Davanti a noi scorrono flussi di solitudini e memorie, di smarrimenti e distacchi, di sogni e risvegli, sprigionati da questa Symphony of Sorrowful Songs, Sinfonia dei Canti Dolenti in cui l’autore volle condensare il dolore antico dell’uomo: nel rivisitarla, il coreografo la sottrae alla contingenza storica, e il canto struggente della prigionia, il lamento disperato della guerra si fanno poetica dei corpi e questa è corrente che ora aggrega ora frammenta, che disegna la vertigine con cui la vita di colpo vacilla e si sgretola e avanza nel buio in cerca di un grembo materno, o di ali per arrivare al sogno, o di mari in cui perdersi per tornare alle radici.

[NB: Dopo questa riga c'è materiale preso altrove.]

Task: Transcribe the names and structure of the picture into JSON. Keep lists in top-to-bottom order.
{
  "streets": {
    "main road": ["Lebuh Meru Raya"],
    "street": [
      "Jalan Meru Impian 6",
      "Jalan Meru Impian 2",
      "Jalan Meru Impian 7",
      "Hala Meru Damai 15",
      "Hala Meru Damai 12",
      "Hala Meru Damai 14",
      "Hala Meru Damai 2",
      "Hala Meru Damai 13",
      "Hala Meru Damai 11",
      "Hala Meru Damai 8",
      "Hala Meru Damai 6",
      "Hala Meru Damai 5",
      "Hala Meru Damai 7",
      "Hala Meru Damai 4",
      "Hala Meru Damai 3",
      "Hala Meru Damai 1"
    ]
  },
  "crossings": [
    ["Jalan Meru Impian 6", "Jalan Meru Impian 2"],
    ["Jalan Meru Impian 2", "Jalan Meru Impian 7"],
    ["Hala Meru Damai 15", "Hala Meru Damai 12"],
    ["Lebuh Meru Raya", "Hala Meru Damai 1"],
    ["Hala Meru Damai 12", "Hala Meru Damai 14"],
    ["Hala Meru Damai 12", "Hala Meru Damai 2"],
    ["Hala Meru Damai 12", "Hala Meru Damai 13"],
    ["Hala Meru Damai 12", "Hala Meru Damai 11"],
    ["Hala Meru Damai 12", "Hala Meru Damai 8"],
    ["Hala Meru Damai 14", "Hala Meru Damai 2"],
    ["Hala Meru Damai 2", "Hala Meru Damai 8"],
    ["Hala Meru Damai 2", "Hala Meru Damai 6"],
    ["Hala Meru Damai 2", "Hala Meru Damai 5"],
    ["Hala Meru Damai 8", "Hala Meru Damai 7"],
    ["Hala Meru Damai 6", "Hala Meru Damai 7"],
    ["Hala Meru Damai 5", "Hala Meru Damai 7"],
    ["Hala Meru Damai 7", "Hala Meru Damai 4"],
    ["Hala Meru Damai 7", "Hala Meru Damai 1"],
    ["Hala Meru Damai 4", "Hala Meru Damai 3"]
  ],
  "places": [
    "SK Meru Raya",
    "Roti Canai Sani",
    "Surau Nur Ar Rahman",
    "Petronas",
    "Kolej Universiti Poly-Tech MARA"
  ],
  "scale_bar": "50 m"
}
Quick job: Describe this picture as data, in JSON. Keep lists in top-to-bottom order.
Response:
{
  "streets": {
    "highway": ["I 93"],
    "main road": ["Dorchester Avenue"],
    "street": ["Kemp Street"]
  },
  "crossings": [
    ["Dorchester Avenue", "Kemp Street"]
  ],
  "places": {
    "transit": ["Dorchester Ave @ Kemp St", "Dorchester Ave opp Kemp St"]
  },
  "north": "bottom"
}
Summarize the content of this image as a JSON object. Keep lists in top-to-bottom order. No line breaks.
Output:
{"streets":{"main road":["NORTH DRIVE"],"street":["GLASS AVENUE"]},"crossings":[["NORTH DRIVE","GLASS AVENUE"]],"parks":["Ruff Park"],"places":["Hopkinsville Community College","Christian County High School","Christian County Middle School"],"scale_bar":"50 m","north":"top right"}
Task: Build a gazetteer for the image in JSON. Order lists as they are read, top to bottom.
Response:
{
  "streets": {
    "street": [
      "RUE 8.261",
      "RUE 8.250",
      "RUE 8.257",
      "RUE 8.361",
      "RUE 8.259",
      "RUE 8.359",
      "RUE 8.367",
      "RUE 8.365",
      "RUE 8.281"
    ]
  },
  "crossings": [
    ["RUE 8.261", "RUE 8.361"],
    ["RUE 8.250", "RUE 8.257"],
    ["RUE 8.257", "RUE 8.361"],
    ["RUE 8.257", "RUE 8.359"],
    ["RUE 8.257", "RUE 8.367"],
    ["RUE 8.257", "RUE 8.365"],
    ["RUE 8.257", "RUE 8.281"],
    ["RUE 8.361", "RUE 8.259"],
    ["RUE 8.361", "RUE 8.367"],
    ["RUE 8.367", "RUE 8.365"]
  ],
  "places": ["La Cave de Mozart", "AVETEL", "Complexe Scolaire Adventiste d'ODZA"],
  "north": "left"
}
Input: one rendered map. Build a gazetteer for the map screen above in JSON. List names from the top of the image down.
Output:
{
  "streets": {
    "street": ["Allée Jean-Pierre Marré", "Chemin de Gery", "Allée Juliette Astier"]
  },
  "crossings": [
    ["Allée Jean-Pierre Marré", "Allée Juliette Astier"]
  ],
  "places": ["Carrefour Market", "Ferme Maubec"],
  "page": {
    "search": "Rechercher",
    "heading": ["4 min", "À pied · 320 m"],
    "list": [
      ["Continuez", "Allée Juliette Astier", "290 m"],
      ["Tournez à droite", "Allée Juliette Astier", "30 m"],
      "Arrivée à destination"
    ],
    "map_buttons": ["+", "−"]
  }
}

Il linguaggio dolente degli archi, la forza di una composizione che ha qualcosa di arcaico pur nella sua post-modernità, arrivano dritti “alla radice del dolore e della compassione”: la coreografia ne segue il percorso armonico, musica e movimento interpellano con uguale forza l’anima dello spettatore, insieme divengono metafora di quell’unico continuum che è la tragedia umana.
E tuttavia qui il linguaggio dei corpi oltrepassa il buio, diviene sfida ed energia; e il sommesso dolore di quella severa Sinfonia si fa, nell’idioma della danza, movimento catartico, sensuale e religioso a un tempo e tensione protesa, vitale e inesausta, verso il domani.
Ed è la natura coi suoi poliformi linguaggi a sostituirsi all’umano, nella seconda parte, con quella elegia dell’autunno che è Fall: evocazione della stagione che è la più bella – scrive il coreografo – perché abbraccia tutte le altre, perché ci ricorda da dove viene l’estate e dove finisce, con quella sua energia strana e malinconica “che mi sembra rappresentare il modo in cui sento la vita”.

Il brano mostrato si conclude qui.